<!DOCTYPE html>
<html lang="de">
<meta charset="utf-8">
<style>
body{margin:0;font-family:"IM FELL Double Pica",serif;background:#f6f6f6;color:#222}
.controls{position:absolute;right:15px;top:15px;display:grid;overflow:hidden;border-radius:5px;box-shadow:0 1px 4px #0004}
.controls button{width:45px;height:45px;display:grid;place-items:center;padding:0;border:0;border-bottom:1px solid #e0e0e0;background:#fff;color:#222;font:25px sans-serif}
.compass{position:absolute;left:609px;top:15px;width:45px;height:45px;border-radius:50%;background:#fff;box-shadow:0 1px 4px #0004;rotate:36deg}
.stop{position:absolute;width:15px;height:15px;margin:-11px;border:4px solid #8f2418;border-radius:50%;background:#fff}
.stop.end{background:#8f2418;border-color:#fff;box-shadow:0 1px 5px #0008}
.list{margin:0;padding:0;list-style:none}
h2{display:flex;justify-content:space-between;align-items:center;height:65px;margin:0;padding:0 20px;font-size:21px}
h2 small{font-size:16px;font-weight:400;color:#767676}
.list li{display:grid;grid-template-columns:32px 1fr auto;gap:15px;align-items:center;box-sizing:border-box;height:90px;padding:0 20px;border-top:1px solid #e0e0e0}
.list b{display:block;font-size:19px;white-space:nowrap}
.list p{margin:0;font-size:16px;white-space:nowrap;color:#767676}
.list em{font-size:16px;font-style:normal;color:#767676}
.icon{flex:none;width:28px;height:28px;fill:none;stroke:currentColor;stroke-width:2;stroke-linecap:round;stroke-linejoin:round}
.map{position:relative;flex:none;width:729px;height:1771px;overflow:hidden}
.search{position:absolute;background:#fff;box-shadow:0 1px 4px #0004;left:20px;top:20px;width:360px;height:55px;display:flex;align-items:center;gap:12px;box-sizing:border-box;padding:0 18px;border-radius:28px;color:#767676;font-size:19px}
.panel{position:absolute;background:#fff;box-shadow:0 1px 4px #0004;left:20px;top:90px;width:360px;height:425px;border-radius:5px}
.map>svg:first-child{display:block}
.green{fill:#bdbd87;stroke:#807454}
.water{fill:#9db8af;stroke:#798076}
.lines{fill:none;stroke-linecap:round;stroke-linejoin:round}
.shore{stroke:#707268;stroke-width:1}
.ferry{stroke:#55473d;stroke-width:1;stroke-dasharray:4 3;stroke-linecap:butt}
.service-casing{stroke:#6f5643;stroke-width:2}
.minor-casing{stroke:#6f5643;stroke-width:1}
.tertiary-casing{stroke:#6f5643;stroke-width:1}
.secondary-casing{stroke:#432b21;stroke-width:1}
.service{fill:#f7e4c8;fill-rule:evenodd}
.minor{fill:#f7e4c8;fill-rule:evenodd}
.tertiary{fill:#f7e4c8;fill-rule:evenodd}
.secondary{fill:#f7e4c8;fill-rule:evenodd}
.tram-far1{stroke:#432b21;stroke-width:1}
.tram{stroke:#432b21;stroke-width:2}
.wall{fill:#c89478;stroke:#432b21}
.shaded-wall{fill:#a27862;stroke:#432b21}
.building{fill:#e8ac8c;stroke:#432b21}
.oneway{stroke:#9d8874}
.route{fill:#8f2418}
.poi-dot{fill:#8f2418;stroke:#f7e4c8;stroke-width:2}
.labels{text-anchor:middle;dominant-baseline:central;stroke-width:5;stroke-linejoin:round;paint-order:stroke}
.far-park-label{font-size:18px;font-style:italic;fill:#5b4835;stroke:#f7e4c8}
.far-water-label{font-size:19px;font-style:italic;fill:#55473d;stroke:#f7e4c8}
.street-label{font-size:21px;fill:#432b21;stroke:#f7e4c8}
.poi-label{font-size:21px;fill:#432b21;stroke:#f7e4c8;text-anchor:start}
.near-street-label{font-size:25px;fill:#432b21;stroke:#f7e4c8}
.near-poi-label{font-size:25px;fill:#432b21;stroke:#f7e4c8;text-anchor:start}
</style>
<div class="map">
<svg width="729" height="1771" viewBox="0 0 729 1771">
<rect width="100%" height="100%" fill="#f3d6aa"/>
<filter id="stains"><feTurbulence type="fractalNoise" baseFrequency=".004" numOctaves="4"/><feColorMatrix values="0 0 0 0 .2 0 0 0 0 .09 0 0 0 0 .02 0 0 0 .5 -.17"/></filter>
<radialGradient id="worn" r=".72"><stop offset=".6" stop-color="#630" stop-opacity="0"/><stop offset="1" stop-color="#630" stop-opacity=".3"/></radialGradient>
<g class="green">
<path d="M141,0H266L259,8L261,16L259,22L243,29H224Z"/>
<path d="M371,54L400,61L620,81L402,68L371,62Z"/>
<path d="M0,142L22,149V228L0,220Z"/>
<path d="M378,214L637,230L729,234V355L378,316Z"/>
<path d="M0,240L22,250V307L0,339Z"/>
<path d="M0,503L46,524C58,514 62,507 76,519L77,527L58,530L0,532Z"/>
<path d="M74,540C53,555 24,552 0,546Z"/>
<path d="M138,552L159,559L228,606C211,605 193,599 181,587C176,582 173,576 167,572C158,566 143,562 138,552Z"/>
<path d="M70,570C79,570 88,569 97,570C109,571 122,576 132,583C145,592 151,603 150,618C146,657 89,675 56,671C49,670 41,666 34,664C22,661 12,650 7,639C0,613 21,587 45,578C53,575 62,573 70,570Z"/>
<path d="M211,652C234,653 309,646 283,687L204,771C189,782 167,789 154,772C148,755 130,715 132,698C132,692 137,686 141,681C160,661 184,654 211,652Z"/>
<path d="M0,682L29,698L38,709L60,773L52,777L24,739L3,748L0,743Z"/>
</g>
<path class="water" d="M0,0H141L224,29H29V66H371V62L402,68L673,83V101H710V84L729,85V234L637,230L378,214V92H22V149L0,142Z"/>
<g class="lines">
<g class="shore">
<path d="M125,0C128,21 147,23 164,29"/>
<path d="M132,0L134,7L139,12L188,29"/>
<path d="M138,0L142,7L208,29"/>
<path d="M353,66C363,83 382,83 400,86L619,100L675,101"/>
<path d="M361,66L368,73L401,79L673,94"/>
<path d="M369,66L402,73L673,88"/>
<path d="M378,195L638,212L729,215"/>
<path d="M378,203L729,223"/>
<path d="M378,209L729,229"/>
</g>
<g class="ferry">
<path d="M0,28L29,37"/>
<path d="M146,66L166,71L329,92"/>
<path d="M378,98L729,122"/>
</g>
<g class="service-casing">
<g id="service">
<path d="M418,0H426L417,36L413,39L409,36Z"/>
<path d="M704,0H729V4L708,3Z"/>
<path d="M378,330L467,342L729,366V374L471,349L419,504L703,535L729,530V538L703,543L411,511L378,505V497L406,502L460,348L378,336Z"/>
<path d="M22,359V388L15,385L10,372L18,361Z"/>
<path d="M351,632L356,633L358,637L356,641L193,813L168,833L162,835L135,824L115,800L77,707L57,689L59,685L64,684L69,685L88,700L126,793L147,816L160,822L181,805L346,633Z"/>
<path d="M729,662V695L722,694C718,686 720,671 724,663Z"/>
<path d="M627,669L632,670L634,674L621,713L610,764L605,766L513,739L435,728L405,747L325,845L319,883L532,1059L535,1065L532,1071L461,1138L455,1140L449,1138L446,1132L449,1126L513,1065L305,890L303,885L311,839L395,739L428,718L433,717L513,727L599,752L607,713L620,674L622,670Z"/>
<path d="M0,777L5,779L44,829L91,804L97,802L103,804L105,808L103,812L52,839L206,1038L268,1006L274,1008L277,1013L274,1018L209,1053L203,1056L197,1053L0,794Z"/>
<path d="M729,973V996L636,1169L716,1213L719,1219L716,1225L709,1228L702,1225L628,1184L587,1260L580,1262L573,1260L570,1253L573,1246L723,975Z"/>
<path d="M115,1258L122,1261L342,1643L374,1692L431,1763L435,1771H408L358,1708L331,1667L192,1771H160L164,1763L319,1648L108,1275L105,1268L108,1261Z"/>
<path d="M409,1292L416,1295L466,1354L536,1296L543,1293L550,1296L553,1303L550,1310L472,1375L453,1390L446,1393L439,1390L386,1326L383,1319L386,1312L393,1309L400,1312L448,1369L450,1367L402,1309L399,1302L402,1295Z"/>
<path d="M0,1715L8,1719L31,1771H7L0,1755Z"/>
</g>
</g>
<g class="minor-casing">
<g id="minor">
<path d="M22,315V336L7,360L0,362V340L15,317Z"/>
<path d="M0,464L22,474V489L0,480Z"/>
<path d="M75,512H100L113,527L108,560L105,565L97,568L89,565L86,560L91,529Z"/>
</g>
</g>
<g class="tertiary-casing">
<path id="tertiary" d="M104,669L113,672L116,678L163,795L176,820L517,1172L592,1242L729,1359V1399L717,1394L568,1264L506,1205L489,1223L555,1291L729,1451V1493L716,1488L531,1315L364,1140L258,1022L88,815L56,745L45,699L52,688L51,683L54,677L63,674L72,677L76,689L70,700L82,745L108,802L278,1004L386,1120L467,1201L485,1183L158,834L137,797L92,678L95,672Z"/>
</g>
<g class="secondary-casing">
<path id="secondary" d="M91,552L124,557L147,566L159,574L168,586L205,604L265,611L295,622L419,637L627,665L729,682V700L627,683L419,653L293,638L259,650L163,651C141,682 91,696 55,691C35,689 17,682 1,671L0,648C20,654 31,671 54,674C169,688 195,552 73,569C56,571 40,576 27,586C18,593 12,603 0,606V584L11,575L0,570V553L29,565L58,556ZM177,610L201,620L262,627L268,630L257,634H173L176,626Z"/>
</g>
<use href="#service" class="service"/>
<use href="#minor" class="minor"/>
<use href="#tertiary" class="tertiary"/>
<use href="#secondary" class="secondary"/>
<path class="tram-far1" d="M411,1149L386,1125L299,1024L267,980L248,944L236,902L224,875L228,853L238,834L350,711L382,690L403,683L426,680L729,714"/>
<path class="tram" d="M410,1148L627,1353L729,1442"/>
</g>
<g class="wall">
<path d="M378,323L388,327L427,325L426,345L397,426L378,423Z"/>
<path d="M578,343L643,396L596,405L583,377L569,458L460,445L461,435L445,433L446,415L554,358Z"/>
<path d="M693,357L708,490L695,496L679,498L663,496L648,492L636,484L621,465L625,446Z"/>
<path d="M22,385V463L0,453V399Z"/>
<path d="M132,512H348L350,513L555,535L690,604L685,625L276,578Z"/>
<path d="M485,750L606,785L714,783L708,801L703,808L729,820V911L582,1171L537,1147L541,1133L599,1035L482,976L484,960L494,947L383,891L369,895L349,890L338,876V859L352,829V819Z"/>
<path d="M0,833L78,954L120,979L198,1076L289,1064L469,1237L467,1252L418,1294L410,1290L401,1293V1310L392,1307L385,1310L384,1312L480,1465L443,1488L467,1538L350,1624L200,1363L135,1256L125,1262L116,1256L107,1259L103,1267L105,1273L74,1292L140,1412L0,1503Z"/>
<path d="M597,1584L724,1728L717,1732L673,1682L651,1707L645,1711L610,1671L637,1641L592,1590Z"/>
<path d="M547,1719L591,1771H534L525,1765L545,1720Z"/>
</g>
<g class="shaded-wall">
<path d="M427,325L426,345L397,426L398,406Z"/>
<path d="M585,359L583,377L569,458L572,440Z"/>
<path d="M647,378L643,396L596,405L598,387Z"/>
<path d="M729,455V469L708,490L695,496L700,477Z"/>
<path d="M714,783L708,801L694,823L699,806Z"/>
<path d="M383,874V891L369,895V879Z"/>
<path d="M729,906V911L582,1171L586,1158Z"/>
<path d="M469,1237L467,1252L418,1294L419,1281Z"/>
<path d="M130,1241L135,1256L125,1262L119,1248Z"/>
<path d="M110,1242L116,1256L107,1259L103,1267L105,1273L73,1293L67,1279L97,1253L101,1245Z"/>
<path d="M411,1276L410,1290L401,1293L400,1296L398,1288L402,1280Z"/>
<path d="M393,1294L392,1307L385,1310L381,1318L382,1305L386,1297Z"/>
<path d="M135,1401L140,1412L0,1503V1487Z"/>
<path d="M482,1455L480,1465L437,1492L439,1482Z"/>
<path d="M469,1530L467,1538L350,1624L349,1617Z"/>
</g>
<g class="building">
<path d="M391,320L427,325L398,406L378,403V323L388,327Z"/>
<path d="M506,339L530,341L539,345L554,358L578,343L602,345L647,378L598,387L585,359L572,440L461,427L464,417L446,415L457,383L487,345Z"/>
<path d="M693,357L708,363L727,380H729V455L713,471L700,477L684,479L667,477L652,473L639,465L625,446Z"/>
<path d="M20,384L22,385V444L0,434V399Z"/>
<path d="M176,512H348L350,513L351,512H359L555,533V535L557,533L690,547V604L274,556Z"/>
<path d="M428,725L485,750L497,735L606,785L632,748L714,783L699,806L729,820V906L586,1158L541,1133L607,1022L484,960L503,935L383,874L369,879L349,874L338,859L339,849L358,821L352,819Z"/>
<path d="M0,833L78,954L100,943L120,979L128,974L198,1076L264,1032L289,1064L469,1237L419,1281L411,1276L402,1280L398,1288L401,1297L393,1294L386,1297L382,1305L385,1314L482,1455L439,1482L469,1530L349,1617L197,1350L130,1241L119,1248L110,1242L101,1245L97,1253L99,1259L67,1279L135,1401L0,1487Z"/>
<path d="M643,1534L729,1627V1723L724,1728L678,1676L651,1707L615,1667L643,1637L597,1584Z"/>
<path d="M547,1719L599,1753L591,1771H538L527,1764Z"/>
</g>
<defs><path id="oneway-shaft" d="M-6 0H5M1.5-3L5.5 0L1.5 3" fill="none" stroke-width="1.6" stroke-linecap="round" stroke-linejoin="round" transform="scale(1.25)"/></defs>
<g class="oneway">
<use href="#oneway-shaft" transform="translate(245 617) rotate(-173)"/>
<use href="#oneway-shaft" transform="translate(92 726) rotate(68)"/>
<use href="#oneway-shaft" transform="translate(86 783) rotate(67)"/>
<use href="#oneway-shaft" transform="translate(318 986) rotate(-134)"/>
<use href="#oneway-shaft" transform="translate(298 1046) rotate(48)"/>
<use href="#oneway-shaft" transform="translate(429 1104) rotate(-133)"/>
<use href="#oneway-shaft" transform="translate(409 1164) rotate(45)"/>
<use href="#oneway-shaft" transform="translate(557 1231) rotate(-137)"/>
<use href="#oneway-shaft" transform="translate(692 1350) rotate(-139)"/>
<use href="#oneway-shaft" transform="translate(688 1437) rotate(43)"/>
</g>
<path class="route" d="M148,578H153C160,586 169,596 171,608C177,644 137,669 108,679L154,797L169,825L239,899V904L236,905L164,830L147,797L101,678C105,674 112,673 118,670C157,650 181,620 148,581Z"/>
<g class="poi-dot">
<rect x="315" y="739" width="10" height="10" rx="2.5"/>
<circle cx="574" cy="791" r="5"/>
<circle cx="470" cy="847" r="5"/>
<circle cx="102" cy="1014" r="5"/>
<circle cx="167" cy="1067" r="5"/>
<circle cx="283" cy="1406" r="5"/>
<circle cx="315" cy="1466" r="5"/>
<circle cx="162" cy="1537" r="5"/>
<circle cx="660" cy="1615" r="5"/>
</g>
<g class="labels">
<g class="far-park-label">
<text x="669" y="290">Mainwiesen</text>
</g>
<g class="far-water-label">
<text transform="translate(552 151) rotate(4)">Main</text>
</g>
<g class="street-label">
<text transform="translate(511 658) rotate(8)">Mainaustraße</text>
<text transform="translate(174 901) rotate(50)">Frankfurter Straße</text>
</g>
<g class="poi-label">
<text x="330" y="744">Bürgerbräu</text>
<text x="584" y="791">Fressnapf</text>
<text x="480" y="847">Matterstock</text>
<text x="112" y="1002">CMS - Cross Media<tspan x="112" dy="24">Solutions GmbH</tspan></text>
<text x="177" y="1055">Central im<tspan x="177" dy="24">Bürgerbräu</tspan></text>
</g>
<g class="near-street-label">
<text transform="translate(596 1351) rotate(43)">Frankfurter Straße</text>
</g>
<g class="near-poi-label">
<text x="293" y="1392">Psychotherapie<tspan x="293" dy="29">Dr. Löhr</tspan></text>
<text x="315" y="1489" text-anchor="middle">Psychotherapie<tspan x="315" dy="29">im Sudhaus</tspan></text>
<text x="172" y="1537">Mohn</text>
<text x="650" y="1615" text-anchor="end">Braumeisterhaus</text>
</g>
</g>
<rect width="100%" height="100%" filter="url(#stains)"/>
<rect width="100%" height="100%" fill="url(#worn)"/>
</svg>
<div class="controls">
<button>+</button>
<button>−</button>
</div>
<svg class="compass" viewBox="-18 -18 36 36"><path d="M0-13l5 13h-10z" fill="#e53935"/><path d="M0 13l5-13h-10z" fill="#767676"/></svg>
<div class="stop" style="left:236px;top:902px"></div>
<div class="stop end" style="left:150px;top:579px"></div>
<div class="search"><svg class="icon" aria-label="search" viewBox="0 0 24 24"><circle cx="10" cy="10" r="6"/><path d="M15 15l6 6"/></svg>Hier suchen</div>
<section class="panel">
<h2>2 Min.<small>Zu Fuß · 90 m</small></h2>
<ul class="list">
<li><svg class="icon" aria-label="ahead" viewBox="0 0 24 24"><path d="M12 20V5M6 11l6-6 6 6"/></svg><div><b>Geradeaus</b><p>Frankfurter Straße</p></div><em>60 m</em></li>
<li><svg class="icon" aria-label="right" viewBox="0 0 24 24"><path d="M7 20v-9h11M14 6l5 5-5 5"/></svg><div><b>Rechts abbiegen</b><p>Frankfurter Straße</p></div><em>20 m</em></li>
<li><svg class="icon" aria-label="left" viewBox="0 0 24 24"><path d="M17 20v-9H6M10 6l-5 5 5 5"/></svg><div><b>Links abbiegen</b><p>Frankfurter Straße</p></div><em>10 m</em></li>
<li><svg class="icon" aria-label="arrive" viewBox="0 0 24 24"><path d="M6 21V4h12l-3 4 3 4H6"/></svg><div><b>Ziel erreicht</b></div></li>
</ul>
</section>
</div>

#####

This task calls for each line of the material that contains "compass".

.compass{position:absolute;left:609px;top:15px;width:45px;height:45px;border-radius:50%;background:#fff;box-shadow:0 1px 4px #0004;rotate:36deg}
<svg class="compass" viewBox="-18 -18 36 36"><path d="M0-13l5 13h-10z" fill="#e53935"/><path d="M0 13l5-13h-10z" fill="#767676"/></svg>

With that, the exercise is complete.